The main difference with the new Chinese population was that the early Chinese immigrants were mostly men who worked as laborers, who came for purely economic reasons and planned to return to China. The immigrants after World War II were not laborers but mostly white-collar workers such as shopkeepers, clerks and businesspeople. They usually came with their wives and children, and planned to stay here permanently. Most of them came so that their children would have more opportunities to have a good career. In China, the educational system was and still is much more competitive than in the U.S., so that it's harder for young people to get into college and become doctors, lawyers, teachers, scientists, and other professions that require a lot of education.
By 1970, one out of every four Chinese American men had a college degree, which was twice as high as the U.S. average. Chinese American families also earned a little bit more money than the average U.S. family. Instead of being an underclass, they were started to get a reputation as super-achievers.
d. 1980s to today
Since the 1980s, many more people from China, including university students, have joined the migration to the U.S., and many have settled here permanently. Mandarin is well on its way to replacing Cantonese as the most widely spoken Chinese language because a lower percentage of Chinese immigrants are coming from Canton province.
By 1980 the Chinese American population numbered to more than 800,000, of which two-thirds were foreign-born. Between 1980 and 1990 the population doubled again, to about 1.6 million. In the 2000 census, the Chinese population almost 2.5 million.
The influx of new immigrants has created problems of economic survival, overcrowding, family tensions, and youth in turmoil; however, the industry and energy of the new immigrants have also revitalized the Chinatowns across the nation.
As the flow of immigrants from Taiwan, China, and Hong Kong continues to remain steady, the Chinese American communities in both large cities and suburbs continue to adapt to the challenges that come with a growing and diverse culture.

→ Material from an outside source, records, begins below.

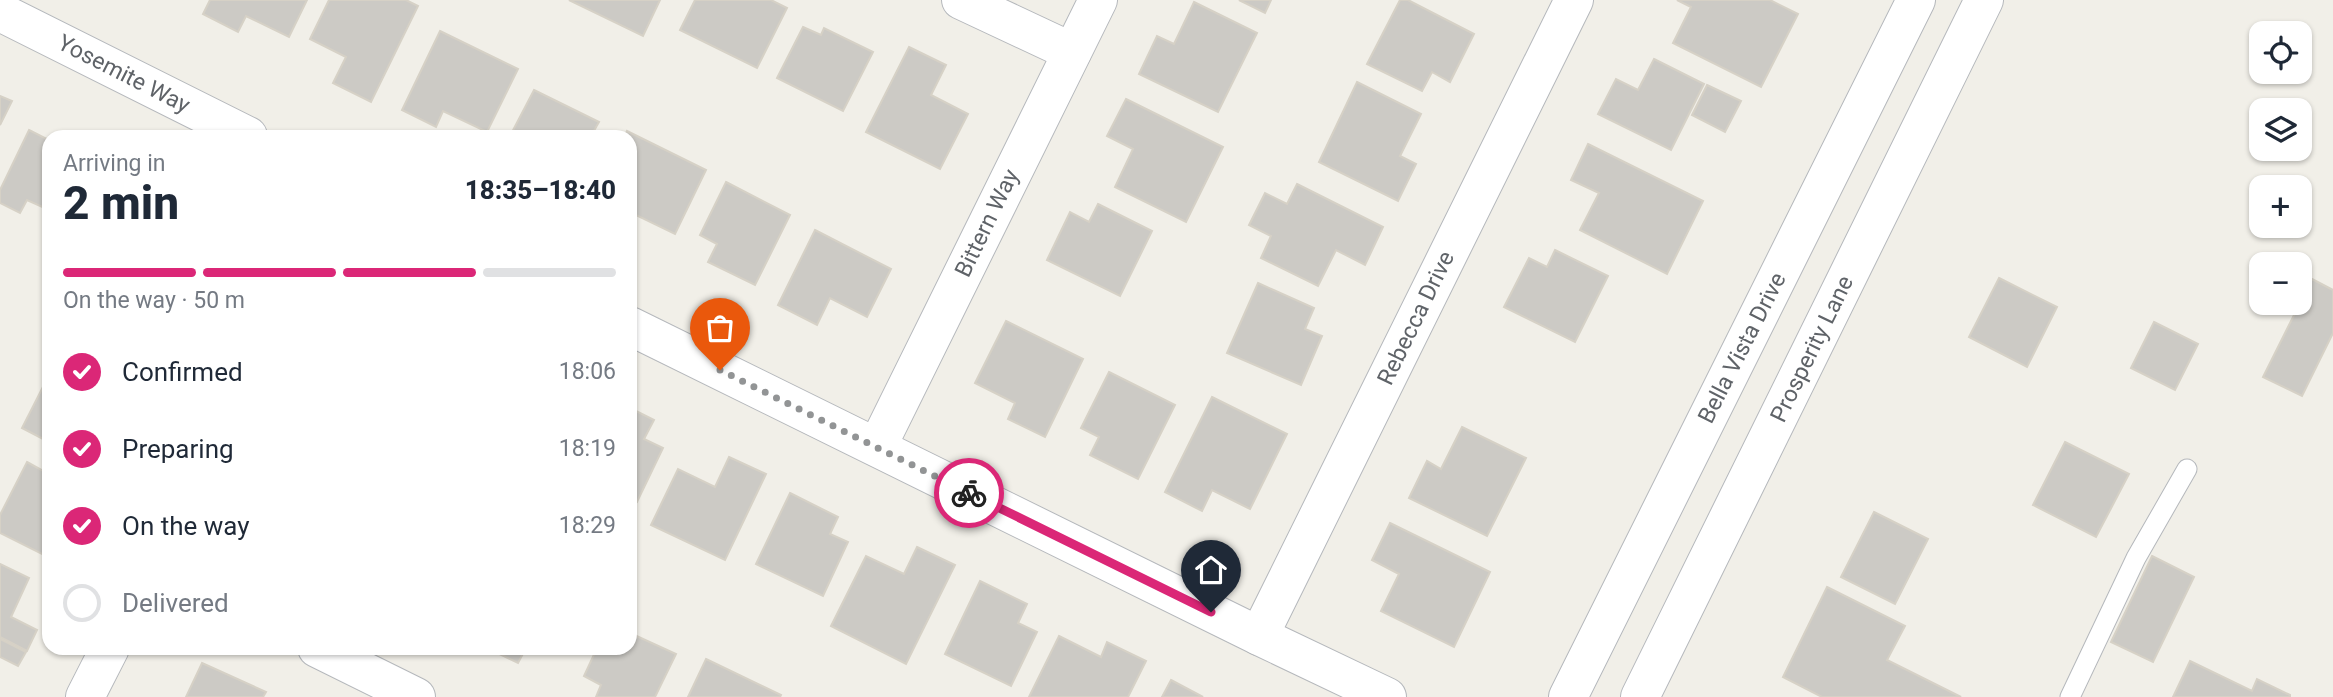 <!DOCTYPE html>
<meta charset="utf-8">
<style>
:root{--surface:#fff;--page:#f6f6f7;--text:#1f2937;--muted:#747a83;--line:#e0e1e3;--accent:#db2777}
body{margin:0;font-family:Roboto,sans-serif;background:var(--page);color:var(--text);height:100vh;display:flex;flex-direction:column;font-size:26px;white-space:nowrap}
*{box-sizing:border-box;margin:0}
p{font-size:23px;color:var(--muted)}
.icon{flex:none;width:38px;height:38px;fill:none;stroke:currentColor;stroke-width:2;stroke-linecap:round;stroke-linejoin:round}
.map{position:relative;flex:1;overflow:hidden}
.side{position:absolute;left:42px;top:130px;width:595px;height:525px;display:flex;flex-direction:column;background:var(--surface);border-radius:21px;box-shadow:0 2px 5px #0004}
.side>*{flex:none}
.tools{position:absolute;left:2249px;top:21px;display:grid;gap:14px}
.tools a{display:grid;place-items:center;width:63px;height:63px;border-radius:14px;background:var(--surface);box-shadow:0 2px 5px #0004;font-size:35px}
.pin{position:absolute;display:grid;place-items:center;width:60px;height:60px;color:#fff;margin:-72px -30px;border-radius:50% 50% 50% 0;rotate:-45deg;box-shadow:0 0 7px #0007}
.pin .icon{rotate:45deg}
.courier{position:absolute;display:grid;place-items:center;width:70px;height:70px;margin:-35px;border:5px solid #db2777;border-radius:50%;background:#fff;color:#222;box-shadow:0 2px 9px #0007}
.head em{font-style:normal;font-weight:800}
.head div{display:flex;flex-direction:column-reverse}
.head{display:flex;align-items:center;justify-content:space-between;height:119px;padding:0 21px}
h1{font-size:46px;font-weight:800;line-height:52px}
.bar{display:grid;grid-template-columns:repeat(4,1fr);gap:10px 7px;align-content:center;height:84px;padding:0 21px}
.bar i{height:9px;border-radius:5px;background:var(--line)}
.bar .current{background:var(--accent)}
.bar p{grid-column:span 4}
ol{padding:0 21px;list-style:none}
li{display:flex;align-items:center;gap:21px;height:77px}
li p{margin-inline-start:auto}
li .icon{padding:7px;border-radius:50%;background:var(--accent);color:#fff;stroke-width:4}
li:last-child{color:var(--muted)}
li i{width:38px;height:38px;border:4px solid var(--line);border-radius:50%}
.map>svg:first-child{display:block}
</style>
<div class="map">
<svg width="2333" height="697" viewBox="0 0 2333 697">
<rect width="100%" height="100%" fill="#f1efe8"/>
<!-- building -->
<g fill="#cccac5" stroke="#d6d1c6" stroke-width="2">
<path d="M210,0H307L289,37L246,16L238,32L203,14Z"/>
<path d="M329,0H406L418,6L371,102L333,83L346,57L310,39Z"/>
<path d="M569,0H660L643,36Z"/>
<path d="M695,0H771L787,8L757,68L680,30Z"/>
<path d="M1239,0H1271L1265,13Z"/>
<path d="M1400,0H1408L1474,34L1450,82L1432,72L1422,91L1367,64Z"/>
<path d="M1677,0H1770L1798,14L1761,87L1673,43L1691,7Z"/>
<path d="M1194,2L1257,33L1218,112L1139,74L1157,36L1174,44Z"/>
<path d="M803,27L821,35L824,28L873,52L843,111L777,78Z"/>
<path d="M440,31L518,69L487,132L443,111L436,127L402,110Z"/>
<path d="M909,47L946,65L931,95L968,114L940,169L866,132Z"/>
<path d="M1654,59L1704,84L1671,150L1598,114L1616,79L1638,90Z"/>
<path d="M1357,82L1421,114L1400,156L1416,164L1398,201L1319,162Z"/>
<path d="M1707,85L1741,101L1725,132L1692,115Z"/>
<path d="M534,90L599,122L591,136H510Z"/>
<path d="M0,96L12,101L0,125Z"/>
<path d="M1126,99L1223,147L1186,222L1115,187L1133,149L1107,136Z"/>
<path d="M29,130L49,140V210L27,200L20,213L0,203V190Z"/>
<path d="M627,131L706,170L675,234L632,213L630,217V136H625Z"/>
<path d="M1588,144L1703,201L1667,274L1580,230L1599,193L1571,180Z"/>
<path d="M726,182L790,215L755,285L708,262L717,244L700,235Z"/>
<path d="M1297,184L1383,227L1365,265L1336,250L1318,286L1261,258L1271,236L1249,225L1265,193L1287,204Z"/>
<path d="M1098,204L1152,231L1120,296L1047,260L1070,212L1089,222Z"/>
<path d="M815,230L891,269L867,317L830,298L817,325L778,305Z"/>
<path d="M1555,250L1608,276L1575,342L1504,307L1529,258L1547,267Z"/>
<path d="M1999,278L2057,307L2027,367L1969,337Z"/>
<path d="M2312,279L2333,290V333L2302,396L2263,377Z"/>
<path d="M1258,283L1314,308L1305,329L1322,336L1301,385L1227,353Z"/>
<path d="M1006,321L1083,359L1045,437L1008,419L1015,403L975,383Z"/>
<path d="M2154,322L2198,344L2175,390L2131,368Z"/>
<path d="M1109,372L1175,405L1138,479L1090,455L1099,437L1081,428Z"/>
<path d="M49,375V442L22,428Z"/>
<path d="M1212,397L1287,434L1250,509L1212,490L1202,511L1165,492Z"/>
<path d="M630,408L654,420L644,439L663,448L637,502L630,499Z"/>
<path d="M1462,427L1526,458L1487,536L1409,498L1427,461L1441,469Z"/>
<path d="M2065,442L2129,474L2096,537L2033,505Z"/>
<path d="M729,457L766,474L725,560L651,525L678,469L715,487Z"/>
<path d="M27,462L49,474V550L46,556L0,533V515Z"/>
<path d="M790,493L838,517L830,534L848,542L823,596L756,564Z"/>
<path d="M1874,512L1928,539L1895,604L1841,577Z"/>
<path d="M1390,523L1490,572L1454,647L1381,611L1399,574L1372,560Z"/>
<path d="M917,547L955,565L906,664L831,626L866,556L904,574Z"/>
<path d="M2152,556L2194,577L2153,662L2111,642Z"/>
<path d="M0,564L29,578L11,617L37,630L27,651L0,637Z"/>
<path d="M980,581L1027,604L1018,623L1037,632L1011,686L945,654Z"/>
<path d="M1827,587L1905,626L1887,660L1961,697H1822L1783,677Z"/>
<path d="M630,633L676,654L655,697H596L601,685L584,676L597,648H630Z"/>
<path d="M1059,636L1101,657L1107,642L1146,661L1128,697H1029Z"/>
<path d="M0,639L26,652L18,666L0,657Z"/>
<path d="M487,648H526L518,663Z"/>
<path d="M706,659L781,695L780,697H688Z"/>
<path d="M2190,661L2252,691L2257,679L2290,695V697H2173Z"/>
<path d="M202,663L266,692L263,697H186Z"/>
<path d="M1171,680L1203,697H1162Z"/>
</g>
<g fill="none" stroke-linecap="round" stroke-linejoin="round">
<!-- service casing -->
<g stroke="#b5b8bc" stroke-width="21">
<path id="service" d="M2070,697L2136,558L2187,469"/>
</g>
<!-- minor casing -->
<g stroke="#b5b8bc" stroke-width="40">
<g id="minor">
<path d="M961,0L1072,52"/>
<path d="M0,12L248,136"/>
<path d="M630,326L1259,636L1387,697"/>
<path d="M877,447L1098,0"/>
<path d="M1259,636L1574,0"/>
<path d="M317,648L416,697"/>
<path d="M85,697L110,648"/>
<path d="M1568,697L1916,0"/>
<path d="M1640,697L1984,0"/>
</g>
</g>
<!-- service -->
<use href="#service" stroke="#fff" stroke-width="19"/>
<!-- minor -->
<use href="#minor" stroke="#fff" stroke-width="38"/>
</g>
<g fill="none" stroke-linecap="round" stroke-linejoin="round">
<!-- done -->
<path stroke="#929495" stroke-width="7" stroke-dasharray="0 12.6" d="M720,370L969,493"/>
<!-- route -->
<path stroke="#db2777" stroke-width="9" d="M969,493L1211,612"/>
</g>
<g text-anchor="middle" dominant-baseline="central" stroke-width="5" stroke-linejoin="round" paint-order="stroke">
<!-- street labels -->
<g font-size="23" fill="#5f6368" stroke="#fff">
<text transform="translate(124 74) rotate(27)">Yosemite Way</text>
<text transform="translate(987 223) rotate(-64)">Bittern Way</text>
<text transform="translate(1416 318) rotate(-64)">Rebecca Drive</text>
<text transform="translate(1742 348) rotate(-63)">Bella Vista Drive</text>
<text transform="translate(1812 349) rotate(-64)">Prosperity Lane</text>
</g>
</g>
</svg>
<div class="tools">
<a><svg class="icon" aria-label="locate" viewBox="0 0 24 24"><circle cx="12" cy="12" r="6"/><path d="M12 2v4M12 18v4M2 12h4M18 12h4"/></svg></a>
<a><svg class="icon" aria-label="layers" viewBox="0 0 24 24"><path d="M12 4l9 5-9 5-9-5zM3 14l9 5 9-5"/></svg></a>
<a>+</a>
<a>−</a>
</div>
<div class="pin" style="left:720px;top:370px;background:#ea580c"><svg class="icon" aria-label="bag" viewBox="0 0 24 24"><path d="M5 8h14l-1 12H6zM9 8a3 3 0 0 1 6 0"/></svg></div>
<div class="pin" style="left:1211px;top:612px;background:#1f2937"><svg class="icon" aria-label="home" viewBox="0 0 24 24"><path d="M3 11l9-7 9 7M6 9v11h12V9"/></svg></div>
<div class="courier" style="left:969px;top:493px"><svg class="icon" aria-label="bike" viewBox="0 0 24 24"><circle cx="6" cy="16" r="4"/><circle cx="18" cy="16" r="4"/><path d="M6 16l4-8h5l3 8M10 8l3 8H6M13 5h3"/></svg></div>
<section class="side">
<div class="head"><div><h1>2 min</h1><p>Arriving in</p></div><em>18:35–18:40</em></div>
<div class="bar"><i class="current"></i><i class="current"></i><i class="current"></i><i></i><p>On the way · 50 m</p></div>
<ol>
<li><svg class="icon" aria-label="check" viewBox="0 0 24 24"><path d="M5 12l5 5 9-10"/></svg>Confirmed<p>18:06</p></li>
<li><svg class="icon" aria-label="check" viewBox="0 0 24 24"><path d="M5 12l5 5 9-10"/></svg>Preparing<p>18:19</p></li>
<li><svg class="icon" aria-label="check" viewBox="0 0 24 24"><path d="M5 12l5 5 9-10"/></svg>On the way<p>18:29</p></li>
<li><i></i>Delivered</li>
</ol>
</section>
</div>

Besides the Chinese coming from China, Taiwan and Hong Kong -- which until 1997 was a British colony -- many others have arrived in the United States from Vietnam, the Philippines and other Asian countries that have a large ethnic Chinese population. Despite their very different backgrounds, they are all united by the Chinese language and ancient Chinese traditions, which is helping them to form one large community of Chinese Americans. Only when Chinese Americans see themselves as one community with common interests that they can get political power. Without political power, they will not be able to get the full benefits of American democracy.